EXERCISE AIM:
From the first line of the entries below to the line with "0 #494744) drop-shadow(-2px", give each line again exactly.

Collected data entries
----

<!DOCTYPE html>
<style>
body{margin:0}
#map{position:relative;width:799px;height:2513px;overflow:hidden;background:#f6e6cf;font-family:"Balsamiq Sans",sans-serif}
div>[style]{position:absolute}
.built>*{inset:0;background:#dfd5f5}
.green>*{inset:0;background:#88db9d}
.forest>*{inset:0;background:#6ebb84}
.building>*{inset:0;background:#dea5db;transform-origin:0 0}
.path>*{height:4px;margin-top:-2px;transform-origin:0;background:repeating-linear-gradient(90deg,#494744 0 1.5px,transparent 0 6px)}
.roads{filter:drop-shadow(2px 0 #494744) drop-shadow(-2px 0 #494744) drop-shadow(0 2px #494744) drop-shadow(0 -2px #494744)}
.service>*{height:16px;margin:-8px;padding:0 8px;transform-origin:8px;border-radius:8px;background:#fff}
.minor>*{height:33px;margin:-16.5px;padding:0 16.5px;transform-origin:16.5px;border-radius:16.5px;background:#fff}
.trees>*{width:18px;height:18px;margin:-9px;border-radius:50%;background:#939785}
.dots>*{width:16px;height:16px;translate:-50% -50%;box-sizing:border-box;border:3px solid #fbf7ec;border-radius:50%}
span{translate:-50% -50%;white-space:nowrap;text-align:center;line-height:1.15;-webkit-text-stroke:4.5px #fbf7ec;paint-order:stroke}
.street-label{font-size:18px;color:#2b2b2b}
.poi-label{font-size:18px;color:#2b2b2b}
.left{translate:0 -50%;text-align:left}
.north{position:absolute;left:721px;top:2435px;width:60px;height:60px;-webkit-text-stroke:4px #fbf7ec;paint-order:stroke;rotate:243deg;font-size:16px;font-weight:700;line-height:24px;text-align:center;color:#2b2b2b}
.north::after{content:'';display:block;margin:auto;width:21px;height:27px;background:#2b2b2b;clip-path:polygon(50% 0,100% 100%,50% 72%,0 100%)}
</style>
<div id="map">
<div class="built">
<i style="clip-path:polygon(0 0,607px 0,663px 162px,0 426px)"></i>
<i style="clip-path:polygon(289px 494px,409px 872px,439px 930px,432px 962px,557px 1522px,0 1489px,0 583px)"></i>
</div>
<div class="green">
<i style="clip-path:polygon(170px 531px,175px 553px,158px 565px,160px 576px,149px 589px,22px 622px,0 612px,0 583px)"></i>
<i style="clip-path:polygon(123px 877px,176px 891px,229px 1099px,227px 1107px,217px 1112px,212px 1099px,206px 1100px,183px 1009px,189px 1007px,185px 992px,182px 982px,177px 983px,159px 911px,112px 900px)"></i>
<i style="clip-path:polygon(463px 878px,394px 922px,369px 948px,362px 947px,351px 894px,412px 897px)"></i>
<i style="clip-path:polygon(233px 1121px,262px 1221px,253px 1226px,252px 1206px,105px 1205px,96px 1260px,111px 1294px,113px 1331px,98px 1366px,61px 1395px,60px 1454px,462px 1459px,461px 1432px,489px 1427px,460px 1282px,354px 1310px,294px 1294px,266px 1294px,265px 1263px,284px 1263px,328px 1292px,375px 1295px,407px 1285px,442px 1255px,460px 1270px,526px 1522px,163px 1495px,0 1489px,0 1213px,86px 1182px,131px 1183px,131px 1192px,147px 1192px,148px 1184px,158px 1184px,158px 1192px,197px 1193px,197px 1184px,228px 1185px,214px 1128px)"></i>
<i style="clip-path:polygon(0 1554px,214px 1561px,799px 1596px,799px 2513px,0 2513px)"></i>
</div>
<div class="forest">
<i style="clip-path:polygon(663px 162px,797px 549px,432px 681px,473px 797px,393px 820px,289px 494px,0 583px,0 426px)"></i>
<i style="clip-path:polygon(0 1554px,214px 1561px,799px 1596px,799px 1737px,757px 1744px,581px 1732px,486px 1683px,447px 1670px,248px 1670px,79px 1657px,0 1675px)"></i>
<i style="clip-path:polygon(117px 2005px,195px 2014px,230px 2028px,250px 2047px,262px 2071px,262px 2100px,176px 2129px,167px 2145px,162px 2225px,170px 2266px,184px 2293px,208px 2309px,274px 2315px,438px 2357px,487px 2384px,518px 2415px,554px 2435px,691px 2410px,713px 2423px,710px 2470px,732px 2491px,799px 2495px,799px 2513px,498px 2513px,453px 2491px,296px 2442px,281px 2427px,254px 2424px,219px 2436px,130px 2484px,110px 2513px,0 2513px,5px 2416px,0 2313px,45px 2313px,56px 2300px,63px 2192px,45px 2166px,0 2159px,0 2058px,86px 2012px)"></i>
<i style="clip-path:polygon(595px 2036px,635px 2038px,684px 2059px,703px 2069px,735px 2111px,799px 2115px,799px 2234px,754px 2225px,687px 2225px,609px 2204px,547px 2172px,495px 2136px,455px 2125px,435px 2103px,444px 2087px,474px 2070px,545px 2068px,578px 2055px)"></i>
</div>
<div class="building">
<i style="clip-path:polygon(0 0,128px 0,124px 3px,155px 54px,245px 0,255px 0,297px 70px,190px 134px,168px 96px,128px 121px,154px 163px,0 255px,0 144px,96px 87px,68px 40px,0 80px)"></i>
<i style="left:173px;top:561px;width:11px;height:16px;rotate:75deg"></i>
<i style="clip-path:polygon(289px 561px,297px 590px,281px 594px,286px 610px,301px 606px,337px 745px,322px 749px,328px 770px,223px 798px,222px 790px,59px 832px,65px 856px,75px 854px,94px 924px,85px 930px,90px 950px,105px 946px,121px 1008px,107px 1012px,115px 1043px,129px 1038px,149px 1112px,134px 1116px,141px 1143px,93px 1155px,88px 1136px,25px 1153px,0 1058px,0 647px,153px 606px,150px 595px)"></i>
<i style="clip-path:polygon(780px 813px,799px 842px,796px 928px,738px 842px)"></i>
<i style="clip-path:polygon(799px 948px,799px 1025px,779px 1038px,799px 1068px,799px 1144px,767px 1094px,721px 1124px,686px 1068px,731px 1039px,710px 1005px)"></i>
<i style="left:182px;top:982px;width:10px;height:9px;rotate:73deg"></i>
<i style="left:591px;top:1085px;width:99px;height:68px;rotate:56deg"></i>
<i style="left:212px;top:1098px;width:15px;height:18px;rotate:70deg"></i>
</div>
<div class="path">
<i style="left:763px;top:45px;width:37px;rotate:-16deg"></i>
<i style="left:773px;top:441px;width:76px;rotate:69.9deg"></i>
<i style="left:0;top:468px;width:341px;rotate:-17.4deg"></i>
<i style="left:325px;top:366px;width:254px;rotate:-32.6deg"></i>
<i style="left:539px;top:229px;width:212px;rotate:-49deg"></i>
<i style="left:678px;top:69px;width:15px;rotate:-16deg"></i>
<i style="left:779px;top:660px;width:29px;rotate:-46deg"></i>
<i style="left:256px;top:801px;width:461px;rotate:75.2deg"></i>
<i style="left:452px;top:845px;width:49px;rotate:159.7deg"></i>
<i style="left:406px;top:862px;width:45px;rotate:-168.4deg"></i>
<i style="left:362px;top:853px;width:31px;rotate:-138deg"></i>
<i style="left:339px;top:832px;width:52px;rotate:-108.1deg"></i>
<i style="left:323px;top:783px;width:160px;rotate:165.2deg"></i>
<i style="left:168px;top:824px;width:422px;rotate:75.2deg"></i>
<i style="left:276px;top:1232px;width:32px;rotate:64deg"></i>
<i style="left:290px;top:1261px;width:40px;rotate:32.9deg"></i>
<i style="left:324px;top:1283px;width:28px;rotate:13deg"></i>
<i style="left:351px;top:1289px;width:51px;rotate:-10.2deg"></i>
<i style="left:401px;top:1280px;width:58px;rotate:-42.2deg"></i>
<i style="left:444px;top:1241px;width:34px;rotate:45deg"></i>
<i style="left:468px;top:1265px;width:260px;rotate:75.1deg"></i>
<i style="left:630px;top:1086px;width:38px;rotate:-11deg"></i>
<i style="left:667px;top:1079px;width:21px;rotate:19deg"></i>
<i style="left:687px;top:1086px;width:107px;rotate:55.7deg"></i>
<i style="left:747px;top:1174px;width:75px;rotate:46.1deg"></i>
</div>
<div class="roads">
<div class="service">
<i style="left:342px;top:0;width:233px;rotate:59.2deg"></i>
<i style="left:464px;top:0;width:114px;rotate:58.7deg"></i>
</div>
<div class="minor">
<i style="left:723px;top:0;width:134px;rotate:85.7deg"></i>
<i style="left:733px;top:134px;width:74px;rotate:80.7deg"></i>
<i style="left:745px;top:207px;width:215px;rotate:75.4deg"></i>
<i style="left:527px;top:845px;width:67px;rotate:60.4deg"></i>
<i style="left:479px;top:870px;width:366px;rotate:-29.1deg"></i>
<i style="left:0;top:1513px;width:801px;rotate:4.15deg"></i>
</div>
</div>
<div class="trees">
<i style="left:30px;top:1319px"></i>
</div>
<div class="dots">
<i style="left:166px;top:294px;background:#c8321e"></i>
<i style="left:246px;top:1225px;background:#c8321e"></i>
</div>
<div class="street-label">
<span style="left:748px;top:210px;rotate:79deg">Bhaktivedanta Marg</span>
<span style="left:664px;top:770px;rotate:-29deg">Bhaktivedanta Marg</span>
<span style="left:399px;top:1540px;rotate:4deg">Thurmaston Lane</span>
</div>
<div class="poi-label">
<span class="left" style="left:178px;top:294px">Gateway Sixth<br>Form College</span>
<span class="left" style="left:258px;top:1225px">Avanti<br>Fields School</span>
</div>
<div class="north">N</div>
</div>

----

TASK RESPONSE:
<!DOCTYPE html>
<style>
body{margin:0}
#map{position:relative;width:799px;height:2513px;overflow:hidden;background:#f6e6cf;font-family:"Balsamiq Sans",sans-serif}
div>[style]{position:absolute}
.built>*{inset:0;background:#dfd5f5}
.green>*{inset:0;background:#88db9d}
.forest>*{inset:0;background:#6ebb84}
.building>*{inset:0;background:#dea5db;transform-origin:0 0}
.path>*{height:4px;margin-top:-2px;transform-origin:0;background:repeating-linear-gradient(90deg,#494744 0 1.5px,transparent 0 6px)}
.roads{filter:drop-shadow(2px 0 #494744) drop-shadow(-2px 0 #494744) drop-shadow(0 2px #494744) drop-shadow(0 -2px #494744)}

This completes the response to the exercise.